SEVENTH. Special Meetings. Subject to the special rights of any series of Preferred Stock, and to the requirements of applicable law, special meetings of the stockholders of the Corporation for any purpose or purposes may be called only by or at the direction of the Board pursuant to a resolution of the Board adopted by a majority of the total number of directors then in office. The stockholders of the Corporation do not have the power to call a special meeting of the stockholders. Except as otherwise required by law, the business conducted at a special meeting of stockholders of the Corporation shall be limited exclusively to the business set forth in the Corporation’s notice of meeting, and the individual or group calling such meeting shall have exclusive authority to determine the business included in such notice. Any special meeting of the stockholders shall be held either within or without the State of Delaware, at such place, if any, and on such date and time, as shall be specified in the notice of such special meeting. The bylaws of the Corporation may establish procedures regulating the submission by stockholders of nominations and proposals for consideration at meetings of stockholders of the Corporation.
EIGHTH: Amendment of Certificate of Incorporation. The Corporation reserves the right to amend, alter or repeal any provision contained in this Restated Certificate of Incorporation in the manner now or hereafter prescribed by the DGCL, and all rights herein conferred upon stockholders, or directors, or officers are granted subject to this reservation, provided, however, that
US FOODS HOLDING CORP. | 2023 PROXY STATEMENT 99
APPENDIX B
any amendment, alteration or repeal of Article FIFTH, Section (g) or Section (h) shall not adversely affect any right or protection existing under this Restated Certificate of Incorporation immediately prior to such amendment, alteration or repeal, including any right or protection of a director or officer thereunder in respect of any act or omission occurring prior to the time of such amendment, alteration or repeal.
NINTH: Amendment of Bylaws. In furtherance and not in limitation of the powers conferred by law, the Board is expressly authorized to amend, alter or repeal the bylaws of the Corporation subject to the power of the stockholders of the Corporation entitled to vote with respect thereto to amend, alter or repeal the bylaws. Any amendment, alteration or repeal of the bylaws of the Corporation by the Board shall require the approval of a majority of the Board then in office. In addition to any other vote otherwise required by law, the stockholders of the Corporation may amend, alter or repeal the bylaws of the Corporation by the affirmative vote of the holders of a majority of the voting power of the outstanding shares of capital stock entitled to vote with respect thereto, voting together as a single class.

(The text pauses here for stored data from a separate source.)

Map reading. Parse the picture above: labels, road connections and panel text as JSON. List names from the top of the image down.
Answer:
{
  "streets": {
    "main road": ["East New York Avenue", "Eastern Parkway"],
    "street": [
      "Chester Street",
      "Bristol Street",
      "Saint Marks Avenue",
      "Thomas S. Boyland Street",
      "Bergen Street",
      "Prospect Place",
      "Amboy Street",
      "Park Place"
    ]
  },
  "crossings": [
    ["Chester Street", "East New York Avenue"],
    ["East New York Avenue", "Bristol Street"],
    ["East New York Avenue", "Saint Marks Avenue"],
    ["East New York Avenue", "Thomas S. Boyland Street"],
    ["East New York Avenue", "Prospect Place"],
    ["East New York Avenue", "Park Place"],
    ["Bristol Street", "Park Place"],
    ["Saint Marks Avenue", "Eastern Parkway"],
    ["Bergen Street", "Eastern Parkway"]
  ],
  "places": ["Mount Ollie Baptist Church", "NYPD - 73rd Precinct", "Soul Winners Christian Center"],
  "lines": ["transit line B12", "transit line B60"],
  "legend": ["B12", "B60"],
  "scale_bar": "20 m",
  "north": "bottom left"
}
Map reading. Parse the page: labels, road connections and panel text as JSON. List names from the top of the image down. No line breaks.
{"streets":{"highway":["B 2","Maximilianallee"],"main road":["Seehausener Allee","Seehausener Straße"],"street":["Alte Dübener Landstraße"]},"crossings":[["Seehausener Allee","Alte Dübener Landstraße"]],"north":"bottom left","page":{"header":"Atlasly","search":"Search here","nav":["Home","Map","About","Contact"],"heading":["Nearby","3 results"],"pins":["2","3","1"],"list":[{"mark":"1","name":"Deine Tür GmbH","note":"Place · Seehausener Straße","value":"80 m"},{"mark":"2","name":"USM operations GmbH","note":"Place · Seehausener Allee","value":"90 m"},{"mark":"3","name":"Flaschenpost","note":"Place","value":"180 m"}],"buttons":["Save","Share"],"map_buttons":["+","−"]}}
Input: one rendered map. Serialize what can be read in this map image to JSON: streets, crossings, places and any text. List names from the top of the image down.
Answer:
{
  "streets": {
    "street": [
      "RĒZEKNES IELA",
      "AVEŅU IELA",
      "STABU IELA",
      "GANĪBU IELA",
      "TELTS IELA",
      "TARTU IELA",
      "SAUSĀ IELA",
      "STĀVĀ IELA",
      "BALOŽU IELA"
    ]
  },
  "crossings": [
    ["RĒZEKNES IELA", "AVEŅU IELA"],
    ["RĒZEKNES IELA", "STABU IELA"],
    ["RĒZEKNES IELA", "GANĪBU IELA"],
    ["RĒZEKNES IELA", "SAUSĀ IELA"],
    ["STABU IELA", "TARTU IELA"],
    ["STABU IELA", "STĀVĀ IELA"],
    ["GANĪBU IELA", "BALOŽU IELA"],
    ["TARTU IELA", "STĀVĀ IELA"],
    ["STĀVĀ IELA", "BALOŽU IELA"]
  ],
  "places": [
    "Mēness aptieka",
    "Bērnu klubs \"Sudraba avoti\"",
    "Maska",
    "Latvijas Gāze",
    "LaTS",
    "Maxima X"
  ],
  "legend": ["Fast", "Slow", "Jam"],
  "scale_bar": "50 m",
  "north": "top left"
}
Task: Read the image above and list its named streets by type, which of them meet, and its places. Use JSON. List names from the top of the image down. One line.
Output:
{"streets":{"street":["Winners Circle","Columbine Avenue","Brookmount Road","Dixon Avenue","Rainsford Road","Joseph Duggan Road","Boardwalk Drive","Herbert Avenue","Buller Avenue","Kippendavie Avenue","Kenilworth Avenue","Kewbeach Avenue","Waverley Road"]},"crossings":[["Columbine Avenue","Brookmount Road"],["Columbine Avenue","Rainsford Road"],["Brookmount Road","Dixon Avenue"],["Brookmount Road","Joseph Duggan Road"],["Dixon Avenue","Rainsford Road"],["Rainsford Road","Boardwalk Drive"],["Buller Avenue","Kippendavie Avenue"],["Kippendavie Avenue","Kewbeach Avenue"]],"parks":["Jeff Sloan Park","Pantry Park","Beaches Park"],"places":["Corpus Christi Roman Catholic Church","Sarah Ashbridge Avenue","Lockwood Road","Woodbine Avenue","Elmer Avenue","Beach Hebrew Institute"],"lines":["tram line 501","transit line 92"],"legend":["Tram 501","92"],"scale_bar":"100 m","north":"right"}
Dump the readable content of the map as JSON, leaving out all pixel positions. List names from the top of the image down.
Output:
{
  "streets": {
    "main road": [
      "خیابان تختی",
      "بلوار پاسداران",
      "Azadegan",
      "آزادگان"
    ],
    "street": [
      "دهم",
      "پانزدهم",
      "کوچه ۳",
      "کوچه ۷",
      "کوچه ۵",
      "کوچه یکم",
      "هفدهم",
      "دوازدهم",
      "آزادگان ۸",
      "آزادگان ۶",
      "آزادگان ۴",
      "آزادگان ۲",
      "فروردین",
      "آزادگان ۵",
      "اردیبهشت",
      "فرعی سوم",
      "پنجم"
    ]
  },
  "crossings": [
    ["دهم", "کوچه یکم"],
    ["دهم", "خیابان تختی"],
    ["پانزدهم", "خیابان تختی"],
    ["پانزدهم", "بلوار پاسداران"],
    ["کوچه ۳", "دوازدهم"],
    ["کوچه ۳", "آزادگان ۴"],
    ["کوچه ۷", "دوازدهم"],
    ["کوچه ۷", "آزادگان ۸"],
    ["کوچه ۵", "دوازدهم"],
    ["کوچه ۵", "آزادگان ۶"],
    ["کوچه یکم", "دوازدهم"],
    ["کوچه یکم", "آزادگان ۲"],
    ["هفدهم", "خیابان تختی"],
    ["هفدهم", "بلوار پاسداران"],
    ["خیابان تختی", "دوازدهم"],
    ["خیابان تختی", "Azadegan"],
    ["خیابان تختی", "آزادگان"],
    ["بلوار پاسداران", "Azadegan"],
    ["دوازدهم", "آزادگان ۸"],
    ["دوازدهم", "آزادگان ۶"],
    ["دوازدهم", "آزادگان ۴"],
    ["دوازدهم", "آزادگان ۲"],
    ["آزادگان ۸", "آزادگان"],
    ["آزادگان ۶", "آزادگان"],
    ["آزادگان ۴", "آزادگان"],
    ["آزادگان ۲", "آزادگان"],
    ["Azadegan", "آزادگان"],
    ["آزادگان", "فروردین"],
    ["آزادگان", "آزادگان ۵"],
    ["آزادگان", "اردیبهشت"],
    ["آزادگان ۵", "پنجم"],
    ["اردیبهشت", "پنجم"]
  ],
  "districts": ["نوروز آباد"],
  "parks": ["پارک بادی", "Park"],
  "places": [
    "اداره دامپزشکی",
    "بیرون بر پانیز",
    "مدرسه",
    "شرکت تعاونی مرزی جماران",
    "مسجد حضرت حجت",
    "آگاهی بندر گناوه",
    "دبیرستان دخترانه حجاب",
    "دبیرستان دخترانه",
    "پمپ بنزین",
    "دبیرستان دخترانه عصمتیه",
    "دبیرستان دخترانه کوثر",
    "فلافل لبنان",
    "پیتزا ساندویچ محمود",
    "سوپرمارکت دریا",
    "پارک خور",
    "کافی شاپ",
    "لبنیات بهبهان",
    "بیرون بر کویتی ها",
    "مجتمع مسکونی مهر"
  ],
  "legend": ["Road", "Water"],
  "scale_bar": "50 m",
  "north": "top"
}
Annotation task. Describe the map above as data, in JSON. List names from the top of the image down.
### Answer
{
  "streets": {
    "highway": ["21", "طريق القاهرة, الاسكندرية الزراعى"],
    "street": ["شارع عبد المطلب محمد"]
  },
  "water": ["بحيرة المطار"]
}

TENTH: Exclusive Jurisdiction for Certain Actions. Unless the Corporation consents in writing to the selection of an alternative forum, the Court of Chancery of the State of Delaware shall be the sole and exclusive forum for (i) any derivative action or proceeding brought on behalf of the Corporation, (ii) any action asserting a claim of breach of a fiduciary duty owed by any director, officer, employee, agent or stockholder of the Corporation to the Corporation or the Corporation’s stockholders, (iii) any action asserting a claim against the Corporation or any director, officer, employee, agent or stockholder of the Corporation arising pursuant to any provision of the DGCL, this Restated Certificate of Incorporation or the bylaws of the Corporation, or (iv) any action asserting a claim against the Corporation or any director, officer, employee, agent or stockholder of the Corporation governed by the internal affairs doctrine, in each such case subject to said Court of Chancery having personal jurisdiction over the indispensable parties named as defendants therein. Unless the Corporation consents in writing to the selection of an alternative forum, the federal courts of the United States of America, to the fullest extent permitted by law, shall be the sole and exclusive forum for the resolution of any action asserting a cause of action arising under the Securities Act of 1933. Failure to comply with the foregoing provisions would cause the Corporation irreparable harm and the Corporation shall be entitled to equitable relief, including injunctive relief and specific performance, to enforce the foregoing provisions. If any provision or provisions of this Article TENTH shall be held to be invalid, illegal or unenforceable for any reason whatsoever, the validity, legality and enforceability of the remaining provisions of this Article TENTH shall not in any way be affected or impaired thereby. Any person or entity purchasing or otherwise acquiring any interest in shares of capital stock of the Corporation shall be deemed to have notice of and consented to the provisions of this Article TENTH.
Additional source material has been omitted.